Task to carry out: Render every entry verbatim.

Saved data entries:
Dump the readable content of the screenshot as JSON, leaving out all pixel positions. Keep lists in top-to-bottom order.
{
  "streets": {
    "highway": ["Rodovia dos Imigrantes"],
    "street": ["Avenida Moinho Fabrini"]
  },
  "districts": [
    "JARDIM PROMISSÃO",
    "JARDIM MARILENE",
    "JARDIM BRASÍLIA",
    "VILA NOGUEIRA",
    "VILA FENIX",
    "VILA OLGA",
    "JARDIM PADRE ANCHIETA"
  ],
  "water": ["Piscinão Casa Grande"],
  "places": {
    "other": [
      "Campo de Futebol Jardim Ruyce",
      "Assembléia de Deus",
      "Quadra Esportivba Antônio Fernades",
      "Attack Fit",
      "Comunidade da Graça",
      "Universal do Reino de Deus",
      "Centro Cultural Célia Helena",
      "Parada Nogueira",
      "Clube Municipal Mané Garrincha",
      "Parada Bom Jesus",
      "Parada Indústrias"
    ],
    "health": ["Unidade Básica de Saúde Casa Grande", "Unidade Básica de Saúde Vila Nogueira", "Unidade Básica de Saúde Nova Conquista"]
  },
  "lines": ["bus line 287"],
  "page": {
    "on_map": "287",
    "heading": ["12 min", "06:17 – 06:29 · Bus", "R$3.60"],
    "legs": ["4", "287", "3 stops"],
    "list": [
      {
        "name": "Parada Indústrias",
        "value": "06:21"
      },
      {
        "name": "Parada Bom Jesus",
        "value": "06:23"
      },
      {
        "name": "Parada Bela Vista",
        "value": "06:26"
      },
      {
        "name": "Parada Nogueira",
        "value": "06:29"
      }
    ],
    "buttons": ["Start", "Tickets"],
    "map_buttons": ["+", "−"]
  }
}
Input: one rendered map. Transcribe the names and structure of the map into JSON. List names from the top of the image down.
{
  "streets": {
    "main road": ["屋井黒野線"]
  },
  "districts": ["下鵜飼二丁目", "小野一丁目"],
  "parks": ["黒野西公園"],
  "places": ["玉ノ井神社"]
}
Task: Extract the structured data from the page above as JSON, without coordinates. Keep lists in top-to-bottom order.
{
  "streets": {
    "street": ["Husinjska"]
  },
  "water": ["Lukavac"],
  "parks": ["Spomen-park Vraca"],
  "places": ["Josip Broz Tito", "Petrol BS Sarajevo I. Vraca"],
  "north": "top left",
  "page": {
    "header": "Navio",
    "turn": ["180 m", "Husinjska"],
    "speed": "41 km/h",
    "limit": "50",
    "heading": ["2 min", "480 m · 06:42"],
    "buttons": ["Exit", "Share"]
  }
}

Result:
Dump the readable content of the screenshot as JSON, leaving out all pixel positions. Keep lists in top-to-bottom order.
{
  "streets": {
    "highway": ["Rodovia dos Imigrantes"],
    "street": ["Avenida Moinho Fabrini"]
  },
  "districts": [
    "JARDIM PROMISSÃO",
    "JARDIM MARILENE",
    "JARDIM BRASÍLIA",
    "VILA NOGUEIRA",
    "VILA FENIX",
    "VILA OLGA",
    "JARDIM PADRE ANCHIETA"
  ],
  "water": ["Piscinão Casa Grande"],
  "places": {
    "other": [
      "Campo de Futebol Jardim Ruyce",
      "Assembléia de Deus",
      "Quadra Esportivba Antônio Fernades",
      "Attack Fit",
      "Comunidade da Graça",
      "Universal do Reino de Deus",
      "Centro Cultural Célia Helena",
      "Parada Nogueira",
      "Clube Municipal Mané Garrincha",
      "Parada Bom Jesus",
      "Parada Indústrias"
    ],
    "health": ["Unidade Básica de Saúde Casa Grande", "Unidade Básica de Saúde Vila Nogueira", "Unidade Básica de Saúde Nova Conquista"]
  },
  "lines": ["bus line 287"],
  "page": {
    "on_map": "287",
    "heading": ["12 min", "06:17 – 06:29 · Bus", "R$3.60"],
    "legs": ["4", "287", "3 stops"],
    "list": [
      {
        "name": "Parada Indústrias",
        "value": "06:21"
      },
      {
        "name": "Parada Bom Jesus",
        "value": "06:23"
      },
      {
        "name": "Parada Bela Vista",
        "value": "06:26"
      },
      {
        "name": "Parada Nogueira",
        "value": "06:29"
      }
    ],
    "buttons": ["Start", "Tickets"],
    "map_buttons": ["+", "−"]
  }
}
Input: one rendered map. Transcribe the names and structure of the map into JSON. List names from the top of the image down.
{
  "streets": {
    "main road": ["屋井黒野線"]
  },
  "districts": ["下鵜飼二丁目", "小野一丁目"],
  "parks": ["黒野西公園"],
  "places": ["玉ノ井神社"]
}
Task: Extract the structured data from the page above as JSON, without coordinates. Keep lists in top-to-bottom order.
{
  "streets": {
    "street": ["Husinjska"]
  },
  "water": ["Lukavac"],
  "parks": ["Spomen-park Vraca"],
  "places": ["Josip Broz Tito", "Petrol BS Sarajevo I. Vraca"],
  "north": "top left",
  "page": {
    "header": "Navio",
    "turn": ["180 m", "Husinjska"],
    "speed": "41 km/h",
    "limit": "50",
    "heading": ["2 min", "480 m · 06:42"],
    "buttons": ["Exit", "Share"]
  }
}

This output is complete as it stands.